Obama’s Choice for Solicitor General Has Left a Breach in a Long Paper Trail
By ADAM LIPTAK
Published: January 6, 2009
WASHINGTON — The New Republic called Elena Kagan a “wonderwonk” for
her work on tobacco legislation in the Clinton administration. She
was, the magazine said, “a nerd who can talk tough.”
Justice Thurgood Marshall, for whom she served as a law clerk, called
her, Ms. Kagan once wrote, “to my face and I imagine also behind my
back, ‘Shorty.’ “
And if she is confirmed by the Senate, Chief Justice John G. Roberts
Jr. will welcome Elena Kagan to the Supreme Court lectern as “General
Kagan,” the first female solicitor general.
The solicitor general, who is the only federal official required by
statute to be “learned in the law” and is sometimes referred to
informally as “the 10th justice,” supervises appellate litigation
involving the federal government and presents the government’s views
to the Supreme Court.
Ms. Kagan, 48, is dean of Harvard Law School. She has a powerful and
varied résumé and has produced a substantial paper trail. But she has
provided few clues about where she stands on the great legal issues of
the day, notably the Bush administration’s broad assertions of
unilateral executive power in areas like detention, surveillance,
interrogation and rendition.
She did offer a glimpse of her views in a 2001 article in The Harvard
Law Review that considered the “unitary executive” theory.
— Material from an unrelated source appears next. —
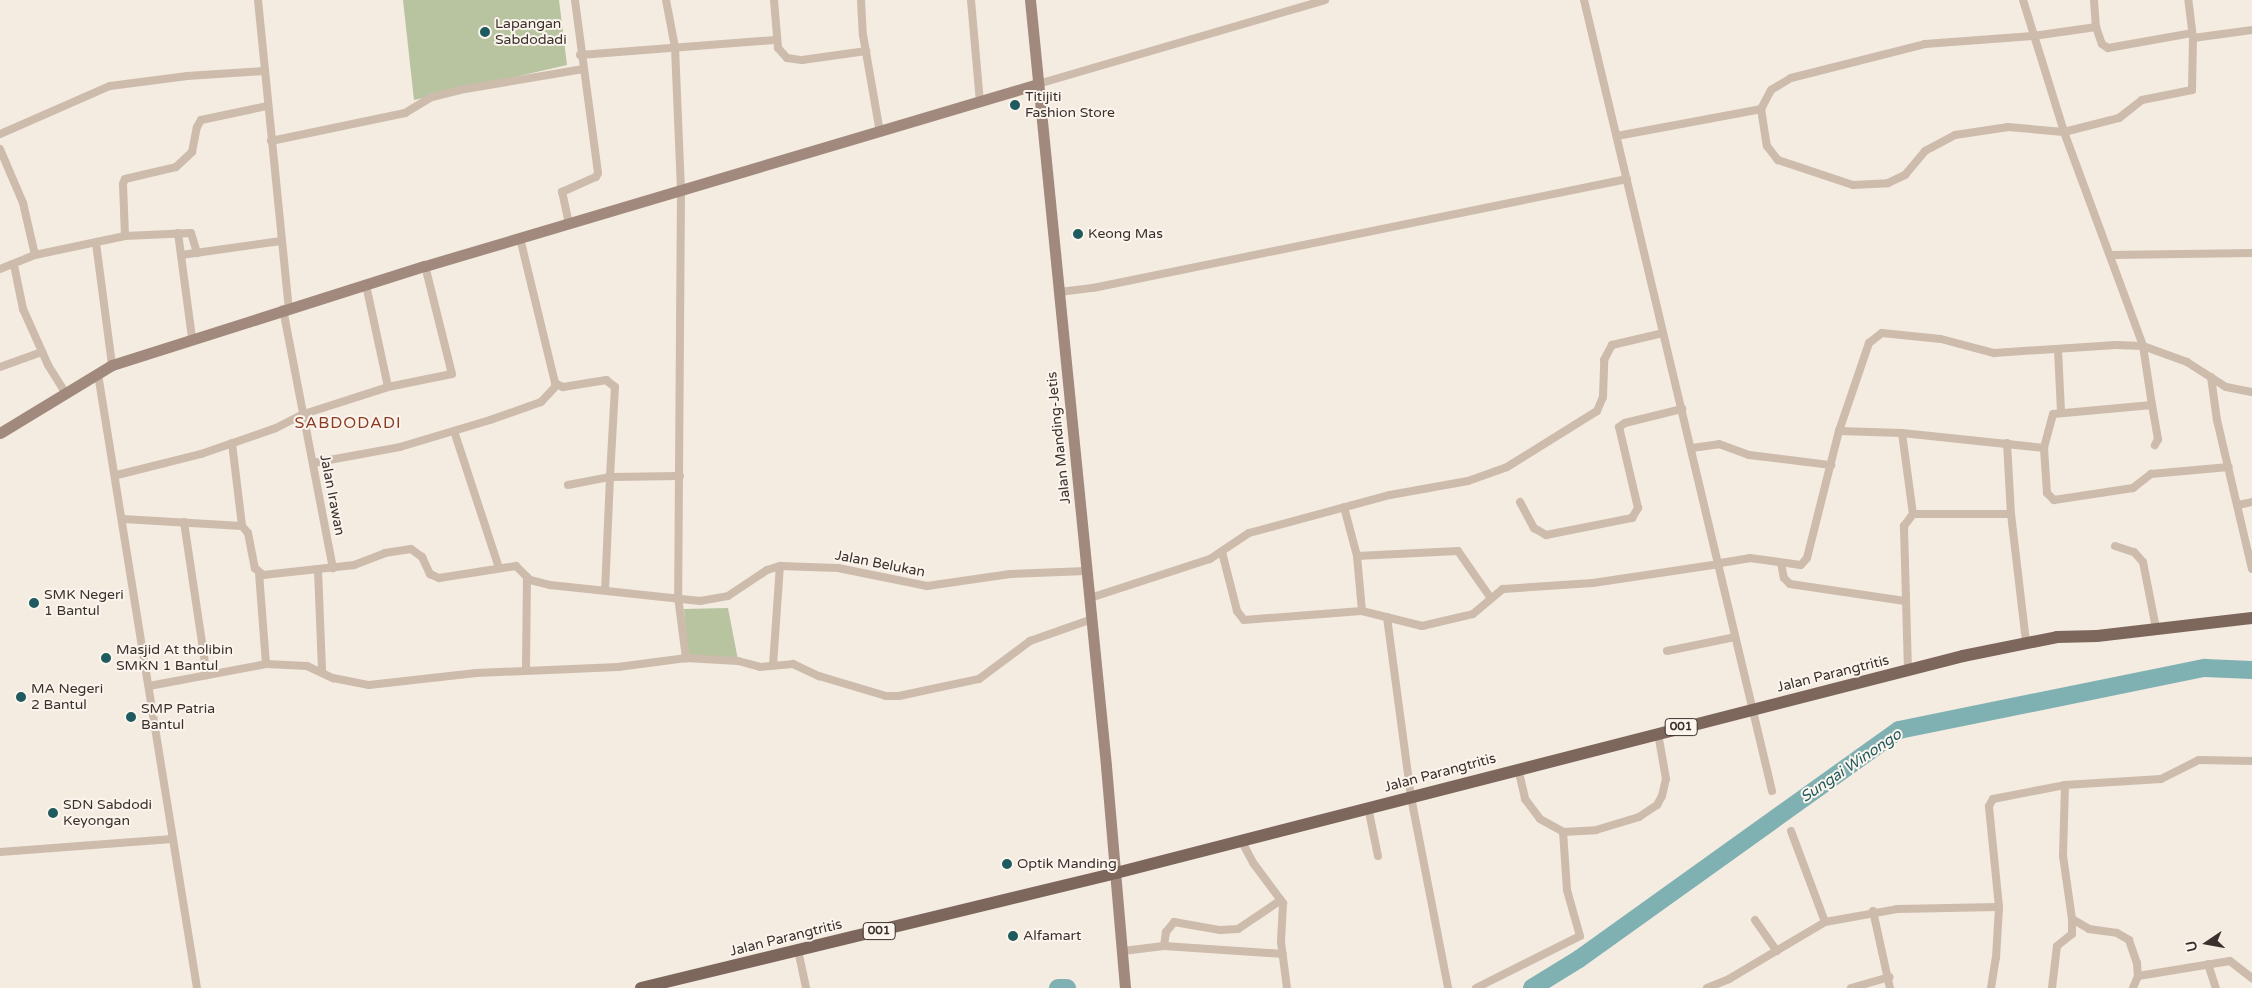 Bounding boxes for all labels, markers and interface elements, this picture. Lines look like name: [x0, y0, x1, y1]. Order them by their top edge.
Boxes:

The phrase is sometimes used as shorthand for the Bush
administration’s assertion that it has broad powers that cannot be
limited by Congress or the courts. In her article, Ms. Kagan addressed
an earlier and narrower meaning of the phrase, one made popular during
the Reagan administration, concerning the scope of the president’s
power to control the executive branch itself.
She found that such presidential control “expanded dramatically during
the Clinton presidency,” a development she largely welcomed. But she
said Congress, experts and interest groups should also play a role in
informing the executive branch’s actions.
“I do not espouse the unitarian position,” Ms. Kagan wrote. “President
Clinton’s assertion of directive authority over administration, more
than President Reagan’s assertion of a general supervisory authority,
raises serious constitutional questions.”
Ms. Kagan, whose scholarly interests include administrative law and
the First Amendment, is widely credited with bringing harmony and star
faculty members to the notoriously dysfunctional Harvard Law School.
David Kessler, a third-year student who is president of the school’s
student government, said Ms. Kagan “has an exceptionally positive
reputation.”
“She’s always been both pragmatic and fair,” Mr. Kessler said.
Ms. Kagan served as a lawyer and policy adviser under President Bill
Clinton, who nominated her to the United States Court of Appeals for
the District of Columbia Circuit. That nomination stalled in the
Senate.
Ms. Kagan has never argued a case before the Supreme Court, a gap
likely to be a subject at her confirmation hearing.
Lincoln Caplan, author of “The Tenth Justice: The Solicitor General
and the Rule of Law,” said Ms. Kagan would bring exceptional
qualifications to the job, including “her legal scholarship and her
hands-on experience in the executive branch, as well as her obvious
intelligence, skills as an administrator, problem-solver and broker,
and extensive relationships in the part of the legal culture that
matters to the solicitor general.”
“I also suspect she’ll turn out to be an impressive oral advocate,”
Mr. Caplan said.
Both Ms. Kagan and President-elect Barack Obama attended Harvard Law
School, though their time there did not overlap.
In an e-mailed note to faculty members, students and alumni on Monday,
Ms. Kagan wrote of her nomination that “it adds a special touch of
sweetness to the occasion that the person making the nomination, in
whose capacity for greatness I deeply believe, is himself a member of
the group to which I am writing.”
The nomination makes Ms. Kagan an early front-runner for a seat on the
Supreme Court. Justice Marshall was solicitor general before he was
appointed to the court in 1967.
Most of Ms. Kagan’s legal writings are dense, hedged and moderate. But
in a 1995 review of a book on Senate confirmation fights, she made a
statement she may come to regret.
“When the Senate ceases to engage nominees in meaningful discussion of
legal issues,” she wrote, “the confirmation process takes on an air of
vacuity and farce.” But she also described “the safest and surest
route to the prize.” The trick, she said, is “alternating
platitudinous statement and judicious silence.”